Task brief: Extract each line holding the word "stroke" from the entries.

+++ Exercise data

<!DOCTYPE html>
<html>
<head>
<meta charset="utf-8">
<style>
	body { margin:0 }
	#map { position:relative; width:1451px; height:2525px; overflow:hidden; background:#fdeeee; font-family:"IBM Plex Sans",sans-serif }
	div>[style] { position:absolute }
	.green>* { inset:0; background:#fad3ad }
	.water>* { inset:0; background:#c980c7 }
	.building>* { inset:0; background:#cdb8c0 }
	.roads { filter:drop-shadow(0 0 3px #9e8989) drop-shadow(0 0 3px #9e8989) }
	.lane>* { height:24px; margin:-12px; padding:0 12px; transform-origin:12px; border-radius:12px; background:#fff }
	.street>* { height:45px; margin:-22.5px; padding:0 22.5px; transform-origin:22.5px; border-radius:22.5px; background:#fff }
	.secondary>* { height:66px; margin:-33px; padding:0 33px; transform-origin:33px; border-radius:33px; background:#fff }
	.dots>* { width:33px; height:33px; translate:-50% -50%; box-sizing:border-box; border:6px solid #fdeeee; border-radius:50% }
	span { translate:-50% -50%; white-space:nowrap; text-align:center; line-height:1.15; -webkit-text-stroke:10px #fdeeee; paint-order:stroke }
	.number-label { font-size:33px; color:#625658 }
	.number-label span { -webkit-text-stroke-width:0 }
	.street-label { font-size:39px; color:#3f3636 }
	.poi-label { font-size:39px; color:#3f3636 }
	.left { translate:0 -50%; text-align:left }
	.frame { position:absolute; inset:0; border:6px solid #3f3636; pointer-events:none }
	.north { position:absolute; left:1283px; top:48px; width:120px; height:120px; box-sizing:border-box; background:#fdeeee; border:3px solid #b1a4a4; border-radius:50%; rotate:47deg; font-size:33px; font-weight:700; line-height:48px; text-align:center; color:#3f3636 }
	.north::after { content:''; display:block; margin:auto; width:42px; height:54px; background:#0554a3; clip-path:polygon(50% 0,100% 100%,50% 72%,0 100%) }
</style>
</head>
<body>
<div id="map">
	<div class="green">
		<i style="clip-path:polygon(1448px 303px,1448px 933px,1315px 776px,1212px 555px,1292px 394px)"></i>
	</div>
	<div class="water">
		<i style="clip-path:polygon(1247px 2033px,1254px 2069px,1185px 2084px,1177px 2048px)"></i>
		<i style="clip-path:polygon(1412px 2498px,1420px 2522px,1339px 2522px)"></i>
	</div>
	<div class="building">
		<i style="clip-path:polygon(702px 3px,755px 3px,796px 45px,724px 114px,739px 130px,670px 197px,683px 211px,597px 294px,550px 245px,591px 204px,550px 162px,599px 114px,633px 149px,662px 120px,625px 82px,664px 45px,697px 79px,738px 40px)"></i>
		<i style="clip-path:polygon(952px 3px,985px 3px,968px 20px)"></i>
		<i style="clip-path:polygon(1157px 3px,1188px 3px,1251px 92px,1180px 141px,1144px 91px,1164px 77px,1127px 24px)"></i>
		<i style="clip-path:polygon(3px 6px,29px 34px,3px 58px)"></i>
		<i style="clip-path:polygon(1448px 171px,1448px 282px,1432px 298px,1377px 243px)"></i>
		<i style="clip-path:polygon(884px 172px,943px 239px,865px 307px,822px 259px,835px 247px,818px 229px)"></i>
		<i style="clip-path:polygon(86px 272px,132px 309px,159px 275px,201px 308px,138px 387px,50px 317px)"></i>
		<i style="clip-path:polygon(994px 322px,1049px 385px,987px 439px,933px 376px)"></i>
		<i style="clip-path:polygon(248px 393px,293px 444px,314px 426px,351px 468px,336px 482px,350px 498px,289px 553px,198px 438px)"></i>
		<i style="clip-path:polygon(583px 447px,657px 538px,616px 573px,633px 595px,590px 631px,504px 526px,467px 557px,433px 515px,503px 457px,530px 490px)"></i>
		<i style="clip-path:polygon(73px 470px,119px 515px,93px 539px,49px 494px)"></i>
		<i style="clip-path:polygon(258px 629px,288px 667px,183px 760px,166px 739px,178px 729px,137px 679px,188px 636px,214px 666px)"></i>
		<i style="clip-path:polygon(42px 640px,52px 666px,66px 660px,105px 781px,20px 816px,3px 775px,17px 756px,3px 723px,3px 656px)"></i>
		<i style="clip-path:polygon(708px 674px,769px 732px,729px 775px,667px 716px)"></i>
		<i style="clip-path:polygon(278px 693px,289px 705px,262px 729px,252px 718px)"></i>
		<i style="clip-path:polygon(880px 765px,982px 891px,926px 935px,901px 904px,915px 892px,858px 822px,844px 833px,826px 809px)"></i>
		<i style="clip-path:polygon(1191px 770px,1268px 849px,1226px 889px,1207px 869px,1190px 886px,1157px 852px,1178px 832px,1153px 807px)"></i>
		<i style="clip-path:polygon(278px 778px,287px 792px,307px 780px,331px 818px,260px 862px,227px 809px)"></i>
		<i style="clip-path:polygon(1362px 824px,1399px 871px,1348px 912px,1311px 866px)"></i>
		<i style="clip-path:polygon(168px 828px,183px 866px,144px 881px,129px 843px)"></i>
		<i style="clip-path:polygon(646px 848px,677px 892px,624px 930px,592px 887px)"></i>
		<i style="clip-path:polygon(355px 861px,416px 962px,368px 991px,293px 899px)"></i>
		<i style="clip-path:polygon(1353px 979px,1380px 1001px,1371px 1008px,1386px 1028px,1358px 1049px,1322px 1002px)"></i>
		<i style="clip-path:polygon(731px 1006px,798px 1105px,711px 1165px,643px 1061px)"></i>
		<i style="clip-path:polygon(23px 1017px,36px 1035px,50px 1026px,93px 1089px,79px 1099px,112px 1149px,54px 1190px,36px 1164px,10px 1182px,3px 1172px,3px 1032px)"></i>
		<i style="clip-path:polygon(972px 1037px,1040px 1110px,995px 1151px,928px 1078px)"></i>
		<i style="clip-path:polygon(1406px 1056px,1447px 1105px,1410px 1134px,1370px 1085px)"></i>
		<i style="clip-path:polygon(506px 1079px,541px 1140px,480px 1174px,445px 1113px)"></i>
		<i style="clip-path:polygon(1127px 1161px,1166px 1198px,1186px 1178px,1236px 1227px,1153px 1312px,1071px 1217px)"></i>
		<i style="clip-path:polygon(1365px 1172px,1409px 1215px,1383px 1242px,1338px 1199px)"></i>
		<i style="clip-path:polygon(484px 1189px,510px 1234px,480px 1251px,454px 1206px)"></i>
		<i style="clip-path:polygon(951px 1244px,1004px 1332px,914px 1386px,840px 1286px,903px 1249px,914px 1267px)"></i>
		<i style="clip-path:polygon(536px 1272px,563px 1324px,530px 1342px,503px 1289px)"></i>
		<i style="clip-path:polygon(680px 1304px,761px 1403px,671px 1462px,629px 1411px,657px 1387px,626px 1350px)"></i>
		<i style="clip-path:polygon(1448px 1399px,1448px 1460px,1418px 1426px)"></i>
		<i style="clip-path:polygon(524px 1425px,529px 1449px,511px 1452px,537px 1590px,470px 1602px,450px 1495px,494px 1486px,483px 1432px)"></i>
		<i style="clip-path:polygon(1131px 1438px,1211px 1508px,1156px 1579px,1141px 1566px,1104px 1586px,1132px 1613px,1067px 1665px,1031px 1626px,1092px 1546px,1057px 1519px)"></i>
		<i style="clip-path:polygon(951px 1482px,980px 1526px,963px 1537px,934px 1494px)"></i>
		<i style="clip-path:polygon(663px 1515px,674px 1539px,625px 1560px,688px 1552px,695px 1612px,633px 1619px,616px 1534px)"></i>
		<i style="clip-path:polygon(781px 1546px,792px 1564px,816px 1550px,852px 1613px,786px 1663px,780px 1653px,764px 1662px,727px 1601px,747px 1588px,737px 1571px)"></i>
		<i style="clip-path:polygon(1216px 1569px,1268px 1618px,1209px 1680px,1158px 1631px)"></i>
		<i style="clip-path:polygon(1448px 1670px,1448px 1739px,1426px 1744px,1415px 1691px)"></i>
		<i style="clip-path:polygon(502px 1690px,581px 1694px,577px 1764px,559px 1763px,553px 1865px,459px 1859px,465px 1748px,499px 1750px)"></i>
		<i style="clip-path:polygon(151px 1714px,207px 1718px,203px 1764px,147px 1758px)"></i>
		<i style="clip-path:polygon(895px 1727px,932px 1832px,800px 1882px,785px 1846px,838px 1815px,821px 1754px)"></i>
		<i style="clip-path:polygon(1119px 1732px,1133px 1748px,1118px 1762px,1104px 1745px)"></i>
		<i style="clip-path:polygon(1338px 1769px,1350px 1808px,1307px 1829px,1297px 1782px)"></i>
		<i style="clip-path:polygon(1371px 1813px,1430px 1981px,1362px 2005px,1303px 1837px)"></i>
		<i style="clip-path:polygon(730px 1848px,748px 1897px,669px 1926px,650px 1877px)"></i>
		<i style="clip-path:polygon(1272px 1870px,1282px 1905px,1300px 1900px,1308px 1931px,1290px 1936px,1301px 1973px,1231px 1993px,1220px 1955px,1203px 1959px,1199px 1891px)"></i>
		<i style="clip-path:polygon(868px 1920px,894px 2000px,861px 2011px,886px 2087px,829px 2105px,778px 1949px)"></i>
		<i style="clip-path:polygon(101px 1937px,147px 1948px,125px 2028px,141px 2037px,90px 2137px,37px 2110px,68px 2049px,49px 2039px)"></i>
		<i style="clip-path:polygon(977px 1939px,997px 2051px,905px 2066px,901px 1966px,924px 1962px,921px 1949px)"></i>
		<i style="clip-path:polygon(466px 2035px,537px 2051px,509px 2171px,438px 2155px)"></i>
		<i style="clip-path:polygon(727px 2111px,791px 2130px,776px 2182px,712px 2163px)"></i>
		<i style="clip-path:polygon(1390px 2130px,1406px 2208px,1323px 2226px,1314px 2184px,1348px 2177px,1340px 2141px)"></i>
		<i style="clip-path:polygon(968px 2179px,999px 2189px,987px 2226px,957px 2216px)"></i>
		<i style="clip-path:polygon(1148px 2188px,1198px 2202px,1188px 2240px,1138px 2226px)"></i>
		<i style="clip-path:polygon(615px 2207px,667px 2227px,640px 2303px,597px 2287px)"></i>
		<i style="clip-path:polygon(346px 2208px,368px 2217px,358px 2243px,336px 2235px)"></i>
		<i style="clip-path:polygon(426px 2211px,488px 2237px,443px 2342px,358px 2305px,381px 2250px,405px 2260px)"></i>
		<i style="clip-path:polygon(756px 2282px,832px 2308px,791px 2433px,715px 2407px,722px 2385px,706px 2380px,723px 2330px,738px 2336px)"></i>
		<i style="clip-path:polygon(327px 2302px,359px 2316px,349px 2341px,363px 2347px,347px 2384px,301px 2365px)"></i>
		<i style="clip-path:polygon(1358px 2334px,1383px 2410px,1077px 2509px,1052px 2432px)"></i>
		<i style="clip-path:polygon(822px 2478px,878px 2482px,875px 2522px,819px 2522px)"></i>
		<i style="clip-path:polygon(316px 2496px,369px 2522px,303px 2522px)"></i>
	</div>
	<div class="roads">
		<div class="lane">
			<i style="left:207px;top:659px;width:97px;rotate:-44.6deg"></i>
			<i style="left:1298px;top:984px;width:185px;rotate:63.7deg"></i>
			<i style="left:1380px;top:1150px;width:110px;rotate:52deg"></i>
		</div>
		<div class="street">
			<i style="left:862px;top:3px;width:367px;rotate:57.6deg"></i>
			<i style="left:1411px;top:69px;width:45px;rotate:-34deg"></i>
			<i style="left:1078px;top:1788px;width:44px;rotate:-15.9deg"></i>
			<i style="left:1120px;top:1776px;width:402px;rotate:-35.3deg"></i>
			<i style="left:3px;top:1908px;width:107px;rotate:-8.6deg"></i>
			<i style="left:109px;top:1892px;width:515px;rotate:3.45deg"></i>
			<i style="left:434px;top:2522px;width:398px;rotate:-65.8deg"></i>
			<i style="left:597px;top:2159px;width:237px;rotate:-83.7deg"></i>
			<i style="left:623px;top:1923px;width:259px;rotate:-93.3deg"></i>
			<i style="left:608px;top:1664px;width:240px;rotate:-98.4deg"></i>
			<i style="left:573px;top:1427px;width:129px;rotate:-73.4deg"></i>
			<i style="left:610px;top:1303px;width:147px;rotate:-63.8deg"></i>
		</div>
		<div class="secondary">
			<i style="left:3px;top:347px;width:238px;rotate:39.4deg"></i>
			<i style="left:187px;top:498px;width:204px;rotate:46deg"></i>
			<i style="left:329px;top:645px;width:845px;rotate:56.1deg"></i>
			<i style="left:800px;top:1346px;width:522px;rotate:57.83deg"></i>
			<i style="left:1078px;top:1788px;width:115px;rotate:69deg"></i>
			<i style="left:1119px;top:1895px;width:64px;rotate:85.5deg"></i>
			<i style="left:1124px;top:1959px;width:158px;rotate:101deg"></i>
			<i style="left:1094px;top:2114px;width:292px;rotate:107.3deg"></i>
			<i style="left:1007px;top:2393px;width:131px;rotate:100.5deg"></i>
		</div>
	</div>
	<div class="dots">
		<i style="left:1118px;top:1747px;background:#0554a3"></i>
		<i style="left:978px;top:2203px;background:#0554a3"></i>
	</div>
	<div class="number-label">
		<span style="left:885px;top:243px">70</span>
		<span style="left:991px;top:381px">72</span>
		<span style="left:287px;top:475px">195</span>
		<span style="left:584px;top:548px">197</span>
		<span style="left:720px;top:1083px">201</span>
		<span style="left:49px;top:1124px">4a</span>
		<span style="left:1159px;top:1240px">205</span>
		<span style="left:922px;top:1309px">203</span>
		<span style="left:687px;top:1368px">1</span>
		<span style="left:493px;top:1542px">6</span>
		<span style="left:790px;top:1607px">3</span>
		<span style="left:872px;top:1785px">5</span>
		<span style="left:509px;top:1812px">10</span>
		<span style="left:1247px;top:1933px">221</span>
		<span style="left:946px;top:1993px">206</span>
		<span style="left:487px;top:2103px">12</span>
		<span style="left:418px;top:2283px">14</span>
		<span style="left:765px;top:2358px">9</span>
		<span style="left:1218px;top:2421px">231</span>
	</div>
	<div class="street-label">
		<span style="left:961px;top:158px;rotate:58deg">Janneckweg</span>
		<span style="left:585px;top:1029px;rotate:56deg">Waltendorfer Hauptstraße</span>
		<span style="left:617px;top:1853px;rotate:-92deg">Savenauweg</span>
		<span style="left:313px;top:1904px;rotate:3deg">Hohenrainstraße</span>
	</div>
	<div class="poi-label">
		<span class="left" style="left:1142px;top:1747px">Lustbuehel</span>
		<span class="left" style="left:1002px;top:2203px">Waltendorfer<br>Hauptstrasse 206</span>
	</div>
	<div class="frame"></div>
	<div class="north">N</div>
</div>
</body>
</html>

++++++

Solution:
	span { translate:-50% -50%; white-space:nowrap; text-align:center; line-height:1.15; -webkit-text-stroke:10px #fdeeee; paint-order:stroke }
	.number-label span { -webkit-text-stroke-width:0 }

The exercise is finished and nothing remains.